** Opening GIVEN RECORDS block **
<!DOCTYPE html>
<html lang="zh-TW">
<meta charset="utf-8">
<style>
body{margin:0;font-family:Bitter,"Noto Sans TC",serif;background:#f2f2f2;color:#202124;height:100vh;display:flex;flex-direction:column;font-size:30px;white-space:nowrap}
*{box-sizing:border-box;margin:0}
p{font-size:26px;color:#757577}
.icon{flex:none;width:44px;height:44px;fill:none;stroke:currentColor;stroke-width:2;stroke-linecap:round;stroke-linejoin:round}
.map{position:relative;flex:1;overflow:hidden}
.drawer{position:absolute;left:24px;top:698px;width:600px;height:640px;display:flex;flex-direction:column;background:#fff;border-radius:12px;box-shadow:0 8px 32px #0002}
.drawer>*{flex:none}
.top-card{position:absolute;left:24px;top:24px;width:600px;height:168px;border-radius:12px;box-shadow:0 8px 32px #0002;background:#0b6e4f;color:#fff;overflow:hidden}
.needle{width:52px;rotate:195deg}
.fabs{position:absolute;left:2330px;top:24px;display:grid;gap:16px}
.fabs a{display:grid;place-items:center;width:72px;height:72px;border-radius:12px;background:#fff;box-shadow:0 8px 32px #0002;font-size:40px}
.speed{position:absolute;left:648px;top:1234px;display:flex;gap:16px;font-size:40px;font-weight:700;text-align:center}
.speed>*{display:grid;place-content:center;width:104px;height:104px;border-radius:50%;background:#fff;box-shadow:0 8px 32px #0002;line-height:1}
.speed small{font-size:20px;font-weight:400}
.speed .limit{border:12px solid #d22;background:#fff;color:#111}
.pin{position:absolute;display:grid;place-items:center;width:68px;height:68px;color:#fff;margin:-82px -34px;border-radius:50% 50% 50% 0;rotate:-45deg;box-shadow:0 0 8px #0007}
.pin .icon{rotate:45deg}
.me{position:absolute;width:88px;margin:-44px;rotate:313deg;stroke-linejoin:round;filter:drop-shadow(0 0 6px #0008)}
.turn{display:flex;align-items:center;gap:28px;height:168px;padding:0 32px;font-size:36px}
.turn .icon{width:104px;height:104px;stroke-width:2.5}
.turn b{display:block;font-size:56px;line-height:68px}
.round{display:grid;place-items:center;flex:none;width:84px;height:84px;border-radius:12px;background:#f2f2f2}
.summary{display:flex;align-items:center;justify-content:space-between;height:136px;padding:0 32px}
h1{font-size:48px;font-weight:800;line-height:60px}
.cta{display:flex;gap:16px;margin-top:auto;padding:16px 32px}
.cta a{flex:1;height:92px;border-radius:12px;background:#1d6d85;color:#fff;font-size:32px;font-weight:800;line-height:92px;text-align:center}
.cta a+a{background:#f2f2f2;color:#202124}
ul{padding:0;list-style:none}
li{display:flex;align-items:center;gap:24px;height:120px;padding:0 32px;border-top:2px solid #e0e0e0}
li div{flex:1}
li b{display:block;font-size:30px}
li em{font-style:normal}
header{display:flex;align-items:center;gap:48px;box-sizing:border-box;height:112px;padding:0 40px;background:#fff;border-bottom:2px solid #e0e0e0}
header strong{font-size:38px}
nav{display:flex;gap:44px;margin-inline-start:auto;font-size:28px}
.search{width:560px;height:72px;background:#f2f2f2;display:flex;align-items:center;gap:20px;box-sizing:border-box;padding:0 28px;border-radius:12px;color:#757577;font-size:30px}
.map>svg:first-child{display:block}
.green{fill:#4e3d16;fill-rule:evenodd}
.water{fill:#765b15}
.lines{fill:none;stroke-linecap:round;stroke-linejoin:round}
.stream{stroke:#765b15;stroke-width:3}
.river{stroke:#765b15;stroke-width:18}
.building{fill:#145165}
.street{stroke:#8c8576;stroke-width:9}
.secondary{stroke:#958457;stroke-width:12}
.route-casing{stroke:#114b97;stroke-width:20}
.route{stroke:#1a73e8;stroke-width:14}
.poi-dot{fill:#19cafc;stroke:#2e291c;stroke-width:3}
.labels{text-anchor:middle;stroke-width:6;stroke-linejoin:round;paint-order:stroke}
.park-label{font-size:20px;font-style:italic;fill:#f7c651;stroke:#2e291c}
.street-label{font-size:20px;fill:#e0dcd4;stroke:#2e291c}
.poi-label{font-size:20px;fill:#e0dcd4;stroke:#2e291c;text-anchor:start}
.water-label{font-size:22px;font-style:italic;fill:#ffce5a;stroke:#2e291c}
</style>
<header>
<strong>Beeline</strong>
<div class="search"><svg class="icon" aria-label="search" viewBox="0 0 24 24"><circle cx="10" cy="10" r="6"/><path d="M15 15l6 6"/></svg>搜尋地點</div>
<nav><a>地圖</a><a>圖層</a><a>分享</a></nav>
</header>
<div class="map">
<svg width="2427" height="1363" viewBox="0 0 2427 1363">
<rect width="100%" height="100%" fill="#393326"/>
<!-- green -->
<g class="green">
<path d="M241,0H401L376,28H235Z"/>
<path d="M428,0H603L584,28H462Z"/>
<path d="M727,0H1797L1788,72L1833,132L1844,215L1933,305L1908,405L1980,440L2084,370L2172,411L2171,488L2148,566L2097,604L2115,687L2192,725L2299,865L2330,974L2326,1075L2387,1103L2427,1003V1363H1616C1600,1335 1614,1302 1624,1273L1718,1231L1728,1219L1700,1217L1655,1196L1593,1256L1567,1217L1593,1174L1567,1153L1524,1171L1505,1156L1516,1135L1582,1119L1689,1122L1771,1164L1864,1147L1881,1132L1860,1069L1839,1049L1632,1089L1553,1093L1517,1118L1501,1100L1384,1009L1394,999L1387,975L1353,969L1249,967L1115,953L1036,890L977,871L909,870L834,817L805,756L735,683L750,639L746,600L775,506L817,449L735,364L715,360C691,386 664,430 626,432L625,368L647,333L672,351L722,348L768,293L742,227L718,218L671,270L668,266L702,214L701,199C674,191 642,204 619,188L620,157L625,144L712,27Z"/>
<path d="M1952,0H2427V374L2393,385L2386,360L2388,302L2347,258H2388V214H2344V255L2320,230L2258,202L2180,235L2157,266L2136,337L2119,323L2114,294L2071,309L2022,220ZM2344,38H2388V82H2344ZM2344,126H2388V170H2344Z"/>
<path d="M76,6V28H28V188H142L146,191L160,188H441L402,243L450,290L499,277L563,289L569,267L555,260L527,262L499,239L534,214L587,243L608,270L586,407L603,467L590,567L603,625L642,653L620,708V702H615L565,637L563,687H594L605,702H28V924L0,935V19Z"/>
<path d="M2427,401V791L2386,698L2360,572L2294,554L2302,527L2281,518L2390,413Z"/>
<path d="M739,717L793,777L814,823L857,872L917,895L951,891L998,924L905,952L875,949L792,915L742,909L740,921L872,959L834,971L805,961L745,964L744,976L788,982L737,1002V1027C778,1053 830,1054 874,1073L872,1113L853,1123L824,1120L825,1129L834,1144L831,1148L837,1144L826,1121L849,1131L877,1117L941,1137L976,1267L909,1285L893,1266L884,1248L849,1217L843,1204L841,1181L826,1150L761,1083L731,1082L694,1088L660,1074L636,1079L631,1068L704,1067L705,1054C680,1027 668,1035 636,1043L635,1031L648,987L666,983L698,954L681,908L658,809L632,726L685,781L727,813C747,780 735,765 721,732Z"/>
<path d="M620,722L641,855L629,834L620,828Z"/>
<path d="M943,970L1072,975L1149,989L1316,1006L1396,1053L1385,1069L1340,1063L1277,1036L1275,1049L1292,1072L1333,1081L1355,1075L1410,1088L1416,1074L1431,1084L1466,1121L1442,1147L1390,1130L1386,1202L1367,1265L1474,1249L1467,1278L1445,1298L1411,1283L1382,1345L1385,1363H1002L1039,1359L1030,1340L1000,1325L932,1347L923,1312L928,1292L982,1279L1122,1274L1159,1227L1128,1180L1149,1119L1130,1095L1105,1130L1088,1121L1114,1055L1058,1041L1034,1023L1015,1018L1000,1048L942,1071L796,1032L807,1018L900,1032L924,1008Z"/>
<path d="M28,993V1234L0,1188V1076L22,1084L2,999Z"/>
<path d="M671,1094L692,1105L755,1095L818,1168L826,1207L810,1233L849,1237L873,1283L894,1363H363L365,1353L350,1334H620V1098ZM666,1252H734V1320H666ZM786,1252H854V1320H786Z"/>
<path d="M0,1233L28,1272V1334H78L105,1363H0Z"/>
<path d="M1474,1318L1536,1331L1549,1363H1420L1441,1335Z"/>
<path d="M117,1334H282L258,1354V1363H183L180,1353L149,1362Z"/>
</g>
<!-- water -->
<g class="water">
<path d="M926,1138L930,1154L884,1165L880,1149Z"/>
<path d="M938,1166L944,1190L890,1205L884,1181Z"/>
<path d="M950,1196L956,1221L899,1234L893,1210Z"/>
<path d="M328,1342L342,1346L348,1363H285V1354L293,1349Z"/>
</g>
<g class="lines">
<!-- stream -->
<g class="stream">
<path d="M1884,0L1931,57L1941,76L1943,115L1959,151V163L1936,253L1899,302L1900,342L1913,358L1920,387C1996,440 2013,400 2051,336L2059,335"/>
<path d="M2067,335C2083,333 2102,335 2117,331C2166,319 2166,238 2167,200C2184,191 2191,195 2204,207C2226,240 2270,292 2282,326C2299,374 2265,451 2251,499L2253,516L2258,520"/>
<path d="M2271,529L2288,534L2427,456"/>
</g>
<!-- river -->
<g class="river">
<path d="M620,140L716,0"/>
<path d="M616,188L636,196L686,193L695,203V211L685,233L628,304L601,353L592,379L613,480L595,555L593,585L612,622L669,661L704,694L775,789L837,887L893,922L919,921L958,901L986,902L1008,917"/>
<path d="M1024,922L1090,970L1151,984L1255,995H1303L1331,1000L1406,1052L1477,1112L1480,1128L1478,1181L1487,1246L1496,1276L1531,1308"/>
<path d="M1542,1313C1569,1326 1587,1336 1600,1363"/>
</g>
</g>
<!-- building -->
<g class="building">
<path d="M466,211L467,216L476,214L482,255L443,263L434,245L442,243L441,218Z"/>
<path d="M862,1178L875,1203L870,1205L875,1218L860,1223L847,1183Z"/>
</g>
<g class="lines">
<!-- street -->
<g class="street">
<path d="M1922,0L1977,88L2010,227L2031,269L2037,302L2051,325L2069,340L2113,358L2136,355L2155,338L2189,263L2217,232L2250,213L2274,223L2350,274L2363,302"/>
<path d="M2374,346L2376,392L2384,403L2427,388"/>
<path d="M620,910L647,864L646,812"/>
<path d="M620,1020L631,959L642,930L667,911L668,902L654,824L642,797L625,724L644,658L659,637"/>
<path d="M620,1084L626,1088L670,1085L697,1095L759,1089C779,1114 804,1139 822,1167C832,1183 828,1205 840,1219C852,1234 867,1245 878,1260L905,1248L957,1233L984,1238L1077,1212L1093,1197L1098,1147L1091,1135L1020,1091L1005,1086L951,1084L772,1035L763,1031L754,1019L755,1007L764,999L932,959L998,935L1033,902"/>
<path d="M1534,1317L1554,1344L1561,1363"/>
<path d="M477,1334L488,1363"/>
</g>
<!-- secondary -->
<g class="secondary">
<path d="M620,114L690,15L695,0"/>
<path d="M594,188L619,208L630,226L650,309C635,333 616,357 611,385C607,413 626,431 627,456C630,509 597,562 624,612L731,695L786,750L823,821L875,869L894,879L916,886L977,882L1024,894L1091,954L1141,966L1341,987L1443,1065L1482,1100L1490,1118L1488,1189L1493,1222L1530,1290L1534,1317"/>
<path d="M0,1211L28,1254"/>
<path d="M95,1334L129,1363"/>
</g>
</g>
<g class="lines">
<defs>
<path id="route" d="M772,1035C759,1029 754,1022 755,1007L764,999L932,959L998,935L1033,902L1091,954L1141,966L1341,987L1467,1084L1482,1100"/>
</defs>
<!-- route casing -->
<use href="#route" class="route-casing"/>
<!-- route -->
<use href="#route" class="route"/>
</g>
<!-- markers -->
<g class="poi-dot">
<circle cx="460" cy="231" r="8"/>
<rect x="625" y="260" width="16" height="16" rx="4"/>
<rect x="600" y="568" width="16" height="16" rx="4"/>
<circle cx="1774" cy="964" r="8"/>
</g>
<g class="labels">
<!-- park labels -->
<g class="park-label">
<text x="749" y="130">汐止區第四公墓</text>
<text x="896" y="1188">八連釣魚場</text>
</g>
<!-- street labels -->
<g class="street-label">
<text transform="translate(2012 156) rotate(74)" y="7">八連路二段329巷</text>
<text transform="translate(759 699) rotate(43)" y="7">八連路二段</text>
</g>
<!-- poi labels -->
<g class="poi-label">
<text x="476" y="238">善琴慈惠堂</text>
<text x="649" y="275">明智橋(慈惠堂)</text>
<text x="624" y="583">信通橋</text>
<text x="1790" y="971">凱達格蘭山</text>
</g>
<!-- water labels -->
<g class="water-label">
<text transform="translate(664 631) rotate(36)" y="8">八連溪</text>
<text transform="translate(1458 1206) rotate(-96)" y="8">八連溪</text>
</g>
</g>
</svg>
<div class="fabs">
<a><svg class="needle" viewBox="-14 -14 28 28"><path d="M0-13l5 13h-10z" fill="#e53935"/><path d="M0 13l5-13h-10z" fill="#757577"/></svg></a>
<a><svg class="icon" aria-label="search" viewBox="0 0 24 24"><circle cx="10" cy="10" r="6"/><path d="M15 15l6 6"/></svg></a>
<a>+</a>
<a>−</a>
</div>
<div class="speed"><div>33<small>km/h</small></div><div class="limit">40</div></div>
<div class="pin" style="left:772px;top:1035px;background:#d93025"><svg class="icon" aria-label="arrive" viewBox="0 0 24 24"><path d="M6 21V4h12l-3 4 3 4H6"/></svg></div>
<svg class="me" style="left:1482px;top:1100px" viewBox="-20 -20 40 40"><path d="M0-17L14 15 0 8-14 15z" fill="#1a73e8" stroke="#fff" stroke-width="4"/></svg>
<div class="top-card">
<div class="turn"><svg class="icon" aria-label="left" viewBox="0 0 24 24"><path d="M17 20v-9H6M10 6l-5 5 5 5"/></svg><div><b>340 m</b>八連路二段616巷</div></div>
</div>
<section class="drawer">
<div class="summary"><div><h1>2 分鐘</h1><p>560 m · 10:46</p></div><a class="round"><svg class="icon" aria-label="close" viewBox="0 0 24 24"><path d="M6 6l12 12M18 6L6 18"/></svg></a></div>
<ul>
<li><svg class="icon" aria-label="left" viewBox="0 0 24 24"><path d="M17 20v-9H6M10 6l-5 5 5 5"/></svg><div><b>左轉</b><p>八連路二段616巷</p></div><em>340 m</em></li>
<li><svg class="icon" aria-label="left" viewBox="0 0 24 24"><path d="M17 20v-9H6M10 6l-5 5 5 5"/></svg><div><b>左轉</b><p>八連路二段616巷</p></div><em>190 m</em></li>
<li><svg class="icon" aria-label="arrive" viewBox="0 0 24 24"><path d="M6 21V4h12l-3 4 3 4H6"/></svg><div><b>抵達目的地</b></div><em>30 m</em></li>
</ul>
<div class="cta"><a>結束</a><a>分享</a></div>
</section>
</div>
** Closing GIVEN RECORDS block **
TASK INSTRUCTIONS
Out of the records, collect only those lines that contain the string "small".

THE COMPLETED TASK
.speed small{font-size:20px;font-weight:400}
<div class="speed"><div>33<small>km/h</small></div><div class="limit">40</div></div>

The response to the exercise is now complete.